Tribune, which real estate mogul Sam Zell took over and took private in December 2007 in a highly leveraged buyout, was working up plans to pitch the property several ways. Possibilities included a straightforward sale-leaseback deal with Tribune or selling the tower to a developer that would convert it into residences, a hotel or both.
Ultimately, though, Ms. Pater says, the market dictated that there would be little point in marketing the property.
"I don't think anybody is looking to get into any real estate deal - big or small," Ms. Pater says. "Is this a big one? Yes. Is it a development opportunity? It could be."
The sale of the Chicago Cubs, which is pending, along with the sale of other major assets like Tribune Tower and the Times Mirror buildings in downtown Los Angeles were part of Mr. Zell's strategy to raise cash and pay down Tribune's $13-billion debt load. But before such deals could be put together, Tribune was stung by falling ad revenue, and the meltdown of the financial markets meant the company would struggle to restructure its debt outside of Bankruptcy Court.

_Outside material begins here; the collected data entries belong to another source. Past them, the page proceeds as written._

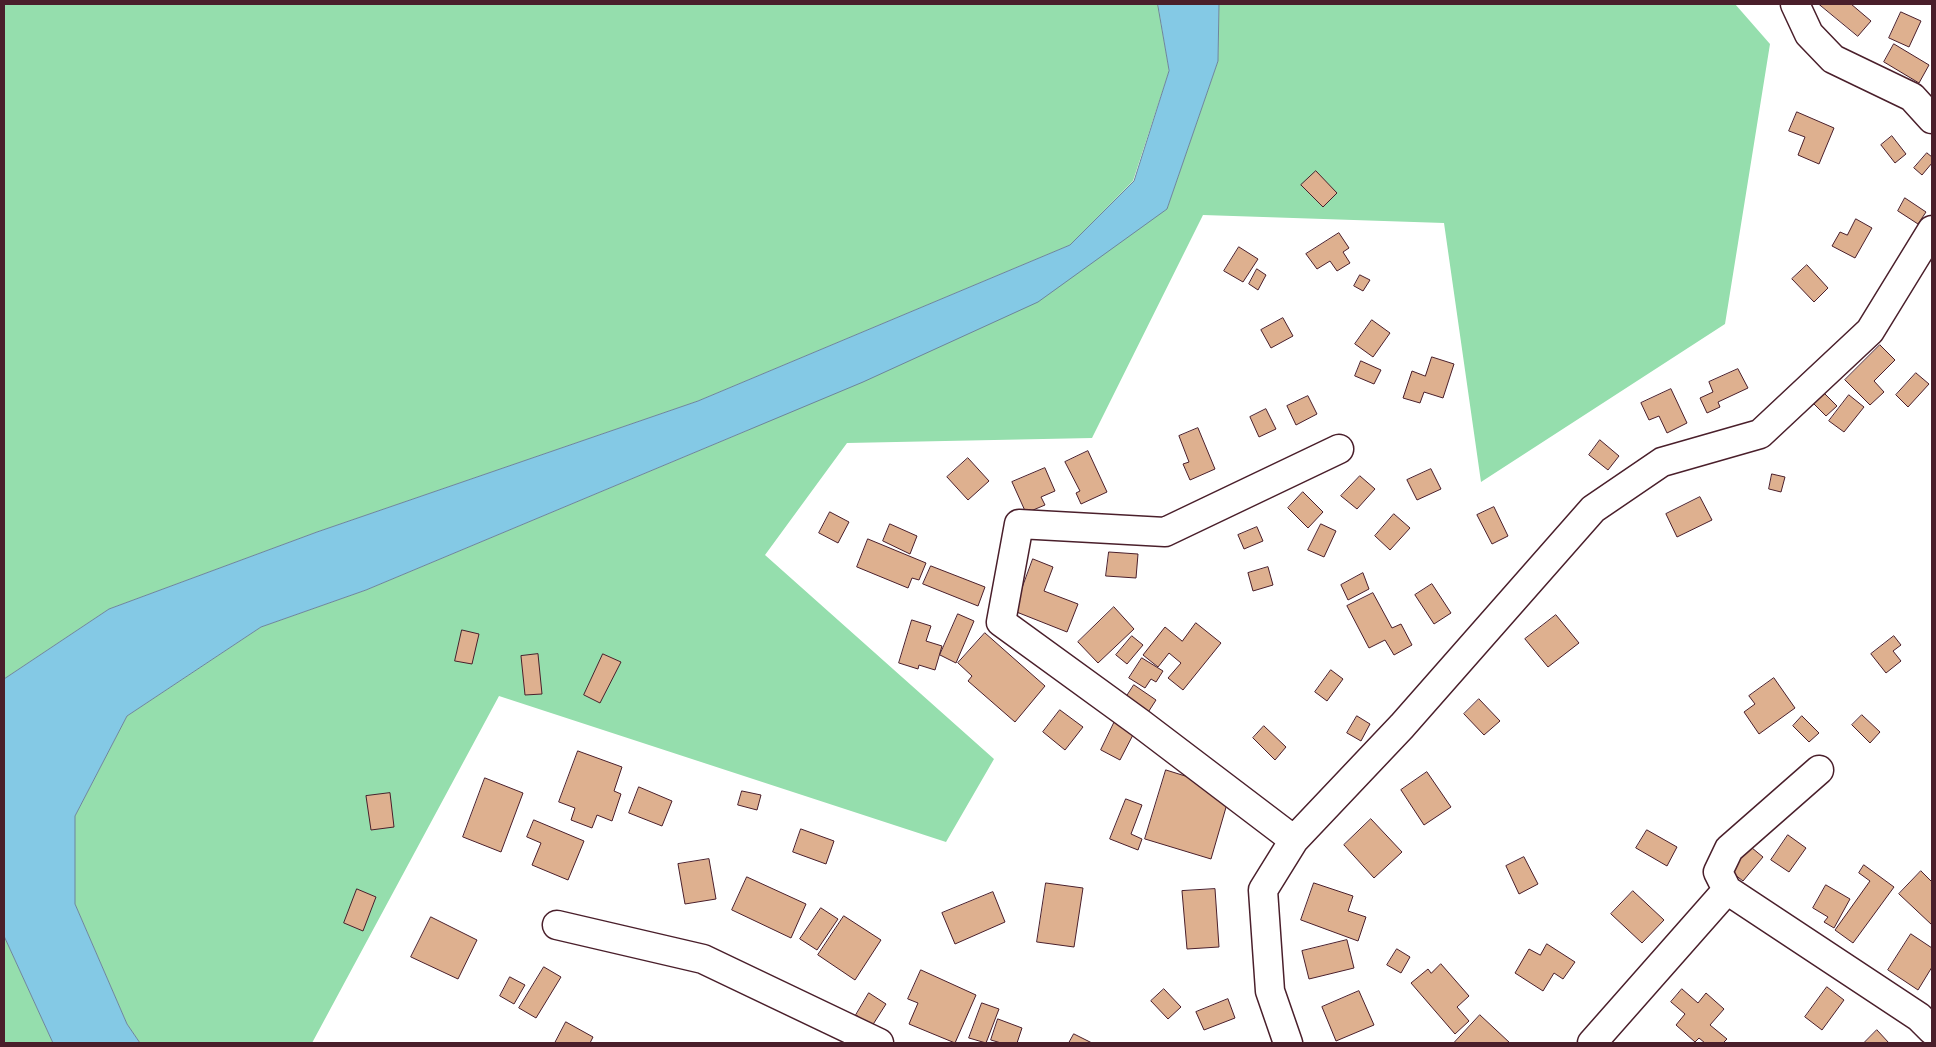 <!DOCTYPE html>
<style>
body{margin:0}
#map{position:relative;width:1936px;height:1047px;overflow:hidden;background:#fff;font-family:Mynerve,sans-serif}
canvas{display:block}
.frame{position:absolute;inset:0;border:5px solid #4a1f2b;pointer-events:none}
</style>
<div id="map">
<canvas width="1936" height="1047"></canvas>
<div class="frame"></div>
</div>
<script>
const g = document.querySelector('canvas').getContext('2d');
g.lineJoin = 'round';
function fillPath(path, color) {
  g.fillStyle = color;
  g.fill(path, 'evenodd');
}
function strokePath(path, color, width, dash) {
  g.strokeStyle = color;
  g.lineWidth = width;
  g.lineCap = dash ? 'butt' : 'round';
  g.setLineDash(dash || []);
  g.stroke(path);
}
const green = new Path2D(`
 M4,4H1158L1169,71L1133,181L1070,245L698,401L317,532L109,609L4,679Z
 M1219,4H1735L1770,44L1725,324L1481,482L1444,223L1203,215L1092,438L847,443L765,555L994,759L946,842L499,696L312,1043H140L127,1024L75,904V816L127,716L261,627L366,590L746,431L1167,209L1218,61Z
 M4,936L53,1043H4Z`);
const water = new Path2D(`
 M1158,4H1219L1218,61L1167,209L1038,302L863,382L366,590L261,627L127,716L75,816V904L127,1024L140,1043H53L4,936V679L109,609L317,532L698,401L1070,245L1134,181L1169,71Z`);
const building = new Path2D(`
 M1819,4H1851L1871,21L1858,36Z
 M1901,12L1921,21L1909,47L1889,38Z
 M1894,44L1929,65L1919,83L1884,62Z
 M1797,112L1834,128L1819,164L1798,155L1805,137L1789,131Z
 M1892,136L1906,154L1895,163L1881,145Z
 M1927,153L1932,157V163L1922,175L1914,168Z
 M1316,171L1337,193L1323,207L1301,185Z
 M1905,198L1926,212L1918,224L1898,211Z
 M1856,219L1872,228L1855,258L1832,246L1840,232L1847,235Z
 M1339,233L1349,248L1343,252L1350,263L1337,271L1330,261L1317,269L1306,254Z
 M1239,247L1258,259L1243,282L1224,271Z
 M1807,265L1828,288L1814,302L1792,279Z
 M1257,269L1266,275L1258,290L1249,284Z
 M1360,275L1370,280L1363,291L1354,286Z
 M1283,318L1293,336L1271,348L1261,330Z
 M1372,320L1390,333L1373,357L1355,344Z
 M1880,345L1895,360L1874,381L1884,392L1870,405L1845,380Z
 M1432,357L1454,364L1443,398L1424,392L1420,403L1403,398L1412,371L1425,376Z
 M1361,361L1381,370L1374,384L1355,376Z
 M1738,369L1748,388L1718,402L1720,407L1707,413L1700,398L1713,392L1709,382Z
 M1916,373L1929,384L1908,407L1896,395Z
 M1671,389L1687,423L1667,433L1659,416L1649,420L1641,403Z
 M1823,392L1837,406L1826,416L1813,403Z
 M1849,395L1864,407L1844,432L1829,421Z
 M1308,396L1317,414L1296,425L1287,406Z
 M1266,409L1276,429L1259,437L1250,417Z
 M1198,428L1215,469L1190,480L1183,464L1189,462L1179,436Z
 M1600,440L1619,456L1608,470L1589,455Z
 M1088,451L1107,492L1081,504L1076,493L1080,491L1065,462Z
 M968,458L989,481L968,500L947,477Z
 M1045,468L1055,491L1041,497L1045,505L1026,513L1012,482Z
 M1431,469L1441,489L1417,500L1407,480Z
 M1772,474L1785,477L1781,492L1769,489Z
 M1360,476L1375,489L1357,509L1341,496Z
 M1303,492L1323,512L1308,528L1288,508Z
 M1700,497L1712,520L1677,537L1666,514Z
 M1494,507L1508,536L1492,544L1477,515Z
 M830,512L849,522L838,543L819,533Z
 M1394,514L1410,528L1390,550L1375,536Z
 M890,524L917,536L910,554L883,541Z
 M1321,524L1336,531L1324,557L1308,550Z
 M1257,527L1263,541L1244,549L1238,535Z
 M868,539L926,563L919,580L912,578L908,588L857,567Z
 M1109,552L1138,554L1136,578L1106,576Z
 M1033,559L1053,567L1044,591L1078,604L1067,632L1014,611Z
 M931,566L985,587L978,606L923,584Z
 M1268,567L1273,585L1253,591L1248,573Z
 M1363,573L1369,589L1348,600L1341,585Z
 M1432,584L1451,613L1434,624L1415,595Z
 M1373,593L1392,628L1401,624L1412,645L1394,655L1385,640L1369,648L1347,606Z
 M1114,607L1134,629L1098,663L1078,642Z
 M958,614L974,621L956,663L940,655Z
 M1556,615L1579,643L1548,667L1525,639Z
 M912,620L931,626L926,641L942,646L935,670L919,665L918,669L899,663Z
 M1196,623L1221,643L1183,690L1168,678L1181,663L1169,653L1158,667L1143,655L1165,627L1182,641Z
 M462,630L479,634L472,664L455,661Z
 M985,633L1045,686L1015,722L968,681L972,676L958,663Z
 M1132,636L1143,645L1127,664L1116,655Z
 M1894,636L1901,645L1893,651L1901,661L1886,673L1871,654Z
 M538,654L542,694L525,695L521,656Z
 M603,654L621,662L600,703L584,695Z
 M1142,658L1163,671L1156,682L1151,679L1145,688L1129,678Z
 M1331,670L1343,679L1327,701L1315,692Z
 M1774,678L1795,708L1759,734L1744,712L1755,704L1749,696Z
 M1134,685L1156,700L1147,714L1125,699Z
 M1479,699L1500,721L1484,735L1464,714Z
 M1060,710L1083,727L1065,750L1043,732Z
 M1862,715L1880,732L1870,743L1852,725Z
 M1357,716L1370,724L1361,741L1347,733Z
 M1802,716L1819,733L1809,742L1793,726Z
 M1115,721L1135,731L1120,760L1101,750Z
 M1264,726L1286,747L1275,760L1253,738Z
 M578,751L622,767L614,791L621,794L612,821L597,815L592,828L571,820L575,808L559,802Z
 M1166,770L1214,785L1229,797L1211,859L1145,839Z
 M1427,772L1451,807L1424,825L1401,790Z
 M485,778L523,793L501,852L463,837Z
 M639,787L672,801L662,826L629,813Z
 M742,791L761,795L757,810L738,805Z
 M390,793L394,827L371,830L366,796Z
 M1126,799L1142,805L1131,834L1142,839L1138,850L1110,839Z
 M1371,819L1402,852L1374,878L1344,845Z
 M534,820L584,841L568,880L532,865L541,843L527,837Z
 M801,829L834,841L826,864L793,852Z
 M1647,830L1677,847L1667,866L1636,848Z
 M1788,835L1806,848L1789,872L1771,860Z
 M1746,843L1763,857L1743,881L1726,868Z
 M1524,857L1538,884L1519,894L1506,866Z
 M709,859L716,899L685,904L678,864Z
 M1864,865L1894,887L1853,943L1835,930L1870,881L1859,873Z
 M1921,871L1932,882V925L1899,894Z
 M747,877L806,904L791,938L732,910Z
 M1046,883L1083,888L1074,947L1037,942Z
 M1314,883L1353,896L1348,911L1366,917L1358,941L1301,920Z
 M1826,885L1850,899L1834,928L1824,922L1828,917L1813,908Z
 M357,889L376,897L363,931L344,923Z
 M1215,889L1219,947L1187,949L1182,891Z
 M1633,891L1664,920L1642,943L1611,914Z
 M993,892L1005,922L955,944L942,913Z
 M821,908L838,919L817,950L800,939Z
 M844,916L881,940L855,980L818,955Z
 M431,917L477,940L458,979L411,957Z
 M1911,934L1932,948V967L1918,990L1888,970Z
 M1347,940L1354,968L1309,979L1302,951Z
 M1547,944L1575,962L1563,979L1554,973L1543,991L1515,973L1529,949L1540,955Z
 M1397,949L1410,957L1401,973L1387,965Z
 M1441,964L1469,996L1457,1007L1469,1021L1455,1034L1411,983L1428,969L1431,973Z
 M544,967L561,977L536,1018L519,1008Z
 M921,970L976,995L955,1043L909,1024L918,1003L908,999Z
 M510,977L525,985L514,1004L500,996Z
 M1827,987L1844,1000L1822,1030L1805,1017Z
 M1164,989L1181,1007L1168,1019L1151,1001Z
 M1682,989L1698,1003L1706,993L1724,1009L1710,1025L1727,1039L1723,1043H1705L1699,1038L1695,1042L1676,1025L1685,1014L1671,1002Z
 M1359,991L1374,1025L1336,1041L1322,1007Z
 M869,993L886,1004L872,1026L856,1015Z
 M1228,999L1235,1018L1204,1030L1196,1012Z
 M982,1003L999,1009L986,1043L969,1038Z
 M1480,1015L1510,1043H1454Z
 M998,1019L1022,1028L1017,1043H1001L991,1040Z
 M566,1022L593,1037L590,1043H555Z
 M1877,1030L1889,1043H1864Z
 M1074,1034L1092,1043H1069Z`);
const minor = new Path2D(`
 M1795,4L1809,34L1833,59L1912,97L1932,119
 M1294,840L1140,723L1001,622L1019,524L1165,532L1339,449
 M1727,890L1718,872L1729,849L1819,770
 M557,925L703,959L879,1043
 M1288,1043L1270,991L1263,890L1294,840L1402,726L1593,509L1662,462L1760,434L1870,331L1932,230
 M1592,1043L1727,890L1919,1017L1932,1030`);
fillPath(green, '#95dead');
fillPath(water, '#84c9e5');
strokePath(water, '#6d859b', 1);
fillPath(building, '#deb08f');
strokePath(building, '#4a1f2b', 1);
strokePath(minor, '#4a1f2b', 31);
strokePath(minor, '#fff', 28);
</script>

Ms. Pater says Tribune's December bankruptcy-protection filing also was a factor in the company's decision not to market the two properties, because it would have changed the sales process for the company.
Even in a good market, it would have been difficult to value the properties. Tribune Tower was completed in 1925 and contains about 526,000 square feet of usable office space. The five-building Times Mirror complex totals about 750,000 square feet and was built between the 1930s and the 1970s.

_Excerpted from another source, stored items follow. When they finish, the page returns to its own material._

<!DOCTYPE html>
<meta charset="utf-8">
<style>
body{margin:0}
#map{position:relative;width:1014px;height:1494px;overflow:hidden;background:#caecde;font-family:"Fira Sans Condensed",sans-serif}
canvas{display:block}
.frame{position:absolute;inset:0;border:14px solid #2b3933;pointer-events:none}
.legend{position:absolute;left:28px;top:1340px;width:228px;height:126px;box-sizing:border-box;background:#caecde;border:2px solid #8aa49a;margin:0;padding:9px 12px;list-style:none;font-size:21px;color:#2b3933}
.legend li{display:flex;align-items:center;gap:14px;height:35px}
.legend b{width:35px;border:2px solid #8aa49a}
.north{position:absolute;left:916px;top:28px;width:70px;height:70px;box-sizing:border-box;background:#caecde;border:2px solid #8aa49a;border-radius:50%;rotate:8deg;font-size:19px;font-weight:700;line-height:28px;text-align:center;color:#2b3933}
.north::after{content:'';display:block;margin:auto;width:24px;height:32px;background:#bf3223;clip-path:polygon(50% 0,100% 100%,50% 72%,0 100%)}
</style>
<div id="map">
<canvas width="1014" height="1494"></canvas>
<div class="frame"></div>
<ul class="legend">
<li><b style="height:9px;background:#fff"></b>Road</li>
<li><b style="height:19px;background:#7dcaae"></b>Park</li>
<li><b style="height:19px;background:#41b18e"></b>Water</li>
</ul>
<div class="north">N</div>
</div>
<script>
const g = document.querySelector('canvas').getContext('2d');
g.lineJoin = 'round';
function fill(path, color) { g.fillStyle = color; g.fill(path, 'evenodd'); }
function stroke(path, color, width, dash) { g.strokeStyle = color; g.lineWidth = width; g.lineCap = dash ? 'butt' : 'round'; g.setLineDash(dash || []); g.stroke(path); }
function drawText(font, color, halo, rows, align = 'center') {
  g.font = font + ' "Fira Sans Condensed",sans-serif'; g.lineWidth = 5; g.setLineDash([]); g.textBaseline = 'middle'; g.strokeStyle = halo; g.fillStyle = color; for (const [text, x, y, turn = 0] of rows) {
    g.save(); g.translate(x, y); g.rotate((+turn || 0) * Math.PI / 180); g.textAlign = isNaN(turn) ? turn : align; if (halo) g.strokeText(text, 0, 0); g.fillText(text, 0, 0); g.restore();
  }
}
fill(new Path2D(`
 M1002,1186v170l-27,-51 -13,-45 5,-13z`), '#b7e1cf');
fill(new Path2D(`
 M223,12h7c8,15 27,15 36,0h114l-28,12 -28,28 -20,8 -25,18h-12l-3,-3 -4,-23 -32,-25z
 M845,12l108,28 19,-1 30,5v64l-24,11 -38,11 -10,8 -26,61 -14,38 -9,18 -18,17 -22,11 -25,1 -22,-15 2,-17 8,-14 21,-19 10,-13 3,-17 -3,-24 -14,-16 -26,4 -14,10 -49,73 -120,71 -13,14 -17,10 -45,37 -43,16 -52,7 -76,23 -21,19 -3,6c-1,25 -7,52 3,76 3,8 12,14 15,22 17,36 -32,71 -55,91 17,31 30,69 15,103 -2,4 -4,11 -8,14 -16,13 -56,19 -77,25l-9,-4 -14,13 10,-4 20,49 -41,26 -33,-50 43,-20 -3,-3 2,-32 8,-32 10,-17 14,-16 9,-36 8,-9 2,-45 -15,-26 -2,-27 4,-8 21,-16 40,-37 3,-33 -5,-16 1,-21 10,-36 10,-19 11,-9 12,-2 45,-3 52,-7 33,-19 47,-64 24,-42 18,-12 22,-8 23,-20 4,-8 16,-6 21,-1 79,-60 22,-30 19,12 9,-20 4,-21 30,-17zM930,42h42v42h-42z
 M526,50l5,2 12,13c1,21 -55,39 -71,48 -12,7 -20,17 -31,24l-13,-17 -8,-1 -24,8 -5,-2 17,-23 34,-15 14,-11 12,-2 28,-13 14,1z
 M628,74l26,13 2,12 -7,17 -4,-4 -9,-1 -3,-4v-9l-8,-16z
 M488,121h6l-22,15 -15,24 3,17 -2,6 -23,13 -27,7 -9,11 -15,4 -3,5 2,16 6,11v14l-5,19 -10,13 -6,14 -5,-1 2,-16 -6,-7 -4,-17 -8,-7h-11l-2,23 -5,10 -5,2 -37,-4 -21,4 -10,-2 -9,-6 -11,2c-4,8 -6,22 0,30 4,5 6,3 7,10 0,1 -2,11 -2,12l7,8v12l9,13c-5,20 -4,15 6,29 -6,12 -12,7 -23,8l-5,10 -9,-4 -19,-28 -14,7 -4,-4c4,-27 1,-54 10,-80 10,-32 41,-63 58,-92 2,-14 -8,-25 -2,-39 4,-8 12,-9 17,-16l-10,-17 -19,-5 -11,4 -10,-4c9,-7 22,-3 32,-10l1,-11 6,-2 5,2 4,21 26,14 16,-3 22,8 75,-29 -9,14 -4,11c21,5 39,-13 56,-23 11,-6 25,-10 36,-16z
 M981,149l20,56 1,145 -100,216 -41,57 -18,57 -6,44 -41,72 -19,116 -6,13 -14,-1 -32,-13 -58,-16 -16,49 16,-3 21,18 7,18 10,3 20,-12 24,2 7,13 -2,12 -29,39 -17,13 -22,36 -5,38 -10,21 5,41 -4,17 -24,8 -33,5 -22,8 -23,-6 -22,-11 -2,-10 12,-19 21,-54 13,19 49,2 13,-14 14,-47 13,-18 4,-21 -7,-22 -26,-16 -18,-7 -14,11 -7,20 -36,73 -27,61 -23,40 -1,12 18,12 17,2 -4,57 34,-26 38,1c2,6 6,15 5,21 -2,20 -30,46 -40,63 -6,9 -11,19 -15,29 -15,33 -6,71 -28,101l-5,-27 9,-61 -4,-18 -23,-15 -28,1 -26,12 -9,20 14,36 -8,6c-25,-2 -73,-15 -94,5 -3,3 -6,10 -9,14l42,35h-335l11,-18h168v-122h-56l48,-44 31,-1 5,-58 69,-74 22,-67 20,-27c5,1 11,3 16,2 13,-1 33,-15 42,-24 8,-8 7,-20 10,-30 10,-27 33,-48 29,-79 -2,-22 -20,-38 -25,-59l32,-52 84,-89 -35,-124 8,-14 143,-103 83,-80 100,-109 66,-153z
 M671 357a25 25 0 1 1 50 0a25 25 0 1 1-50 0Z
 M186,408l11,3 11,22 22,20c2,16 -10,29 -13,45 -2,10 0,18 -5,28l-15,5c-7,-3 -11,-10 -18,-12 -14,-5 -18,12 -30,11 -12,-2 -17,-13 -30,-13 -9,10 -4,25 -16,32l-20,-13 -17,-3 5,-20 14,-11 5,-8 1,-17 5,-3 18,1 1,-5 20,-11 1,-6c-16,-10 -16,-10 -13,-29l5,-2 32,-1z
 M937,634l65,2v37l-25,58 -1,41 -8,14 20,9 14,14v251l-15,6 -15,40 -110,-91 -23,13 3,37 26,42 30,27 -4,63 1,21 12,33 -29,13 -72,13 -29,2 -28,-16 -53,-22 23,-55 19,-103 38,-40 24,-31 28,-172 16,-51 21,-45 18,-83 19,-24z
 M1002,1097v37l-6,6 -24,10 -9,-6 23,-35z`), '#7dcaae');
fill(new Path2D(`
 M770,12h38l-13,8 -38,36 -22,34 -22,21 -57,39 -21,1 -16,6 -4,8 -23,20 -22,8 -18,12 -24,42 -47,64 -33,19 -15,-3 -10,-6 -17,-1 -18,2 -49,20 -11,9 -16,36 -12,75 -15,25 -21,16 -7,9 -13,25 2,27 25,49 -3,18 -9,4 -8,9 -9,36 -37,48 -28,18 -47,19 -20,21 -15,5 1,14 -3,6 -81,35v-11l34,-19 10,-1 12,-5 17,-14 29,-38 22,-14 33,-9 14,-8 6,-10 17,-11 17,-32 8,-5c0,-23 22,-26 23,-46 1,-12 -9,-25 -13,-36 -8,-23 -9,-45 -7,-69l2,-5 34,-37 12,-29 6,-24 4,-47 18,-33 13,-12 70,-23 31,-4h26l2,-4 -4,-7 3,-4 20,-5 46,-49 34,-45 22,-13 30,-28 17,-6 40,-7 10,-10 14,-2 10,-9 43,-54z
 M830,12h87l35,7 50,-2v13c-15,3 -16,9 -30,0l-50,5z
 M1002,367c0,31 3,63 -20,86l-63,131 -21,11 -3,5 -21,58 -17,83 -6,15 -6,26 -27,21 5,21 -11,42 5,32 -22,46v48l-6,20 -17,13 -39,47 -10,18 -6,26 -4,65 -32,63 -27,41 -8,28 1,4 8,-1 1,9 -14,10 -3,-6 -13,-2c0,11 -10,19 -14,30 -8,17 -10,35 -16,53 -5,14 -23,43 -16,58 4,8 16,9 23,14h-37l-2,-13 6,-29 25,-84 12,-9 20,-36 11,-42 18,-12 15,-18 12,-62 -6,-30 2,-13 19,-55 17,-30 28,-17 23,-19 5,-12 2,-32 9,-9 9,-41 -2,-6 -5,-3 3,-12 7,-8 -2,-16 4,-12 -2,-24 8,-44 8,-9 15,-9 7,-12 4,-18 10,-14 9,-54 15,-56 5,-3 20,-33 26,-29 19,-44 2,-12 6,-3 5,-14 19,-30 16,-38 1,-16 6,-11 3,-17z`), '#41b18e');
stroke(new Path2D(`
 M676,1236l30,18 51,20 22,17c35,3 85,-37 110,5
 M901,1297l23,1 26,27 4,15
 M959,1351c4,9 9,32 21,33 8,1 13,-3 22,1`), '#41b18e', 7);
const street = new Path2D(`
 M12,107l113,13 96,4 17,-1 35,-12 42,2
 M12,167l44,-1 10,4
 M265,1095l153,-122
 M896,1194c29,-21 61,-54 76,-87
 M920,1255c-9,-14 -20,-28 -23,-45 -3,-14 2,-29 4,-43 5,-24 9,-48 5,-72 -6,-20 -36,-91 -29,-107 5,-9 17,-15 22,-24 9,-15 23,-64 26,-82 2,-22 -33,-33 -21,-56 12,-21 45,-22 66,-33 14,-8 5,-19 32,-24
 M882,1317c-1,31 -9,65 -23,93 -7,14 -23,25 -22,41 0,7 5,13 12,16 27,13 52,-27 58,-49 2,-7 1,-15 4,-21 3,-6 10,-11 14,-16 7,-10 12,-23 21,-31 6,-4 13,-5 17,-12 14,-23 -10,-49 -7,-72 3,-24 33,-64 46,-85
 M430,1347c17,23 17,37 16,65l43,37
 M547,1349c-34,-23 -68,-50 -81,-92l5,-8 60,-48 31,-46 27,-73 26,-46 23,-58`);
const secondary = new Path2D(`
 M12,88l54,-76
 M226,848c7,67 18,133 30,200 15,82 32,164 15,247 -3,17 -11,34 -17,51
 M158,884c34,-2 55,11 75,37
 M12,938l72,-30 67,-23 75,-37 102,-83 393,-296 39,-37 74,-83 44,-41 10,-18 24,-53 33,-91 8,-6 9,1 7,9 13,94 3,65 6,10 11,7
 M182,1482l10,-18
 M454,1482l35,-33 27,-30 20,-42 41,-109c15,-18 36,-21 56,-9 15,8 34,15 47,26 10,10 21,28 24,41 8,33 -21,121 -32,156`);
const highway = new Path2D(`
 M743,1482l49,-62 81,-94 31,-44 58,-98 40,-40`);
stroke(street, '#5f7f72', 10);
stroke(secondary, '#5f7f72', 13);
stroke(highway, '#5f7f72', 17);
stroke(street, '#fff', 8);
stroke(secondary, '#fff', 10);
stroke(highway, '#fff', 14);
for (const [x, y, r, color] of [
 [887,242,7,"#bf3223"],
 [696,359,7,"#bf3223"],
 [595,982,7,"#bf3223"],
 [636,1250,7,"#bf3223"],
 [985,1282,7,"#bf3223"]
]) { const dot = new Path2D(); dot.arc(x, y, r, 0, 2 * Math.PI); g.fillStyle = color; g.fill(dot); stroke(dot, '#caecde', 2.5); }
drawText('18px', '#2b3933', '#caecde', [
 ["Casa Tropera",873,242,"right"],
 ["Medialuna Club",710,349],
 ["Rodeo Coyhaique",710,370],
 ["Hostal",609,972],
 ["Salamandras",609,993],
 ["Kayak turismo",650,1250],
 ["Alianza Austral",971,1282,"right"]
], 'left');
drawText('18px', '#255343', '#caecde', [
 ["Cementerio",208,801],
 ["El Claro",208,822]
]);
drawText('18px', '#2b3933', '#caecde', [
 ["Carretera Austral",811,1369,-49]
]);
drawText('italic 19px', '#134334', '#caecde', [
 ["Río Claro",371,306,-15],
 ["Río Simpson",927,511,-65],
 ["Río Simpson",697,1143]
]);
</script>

The two brokerage firms handling the assignments, Eastdil Secured for Tribune Tower and Cushman & Wakefield for Times Mirror, are still working for Tribune.
Ms. Pater says she's shuffling Tribune offices within the tower and is interviewing brokers to lease the vacant space in the building. She says Cushman is focusing on finding government tenants to lease vacant space in the Times Mirror complex, which is across the street from Los Angeles' city hall.
Back in Chicago, Tribune plans to hire retail broker Stan Nitzberg of Mid-America Real Estate Corp. to try to find a tenant for the McCormick Foundation's Freedom Museum space in the tower's annex at 445 N. Michigan, formerly the WGN Radio building. The McCormick Foundation is vacating the roughly 10,000-square-foot space at the end of this month.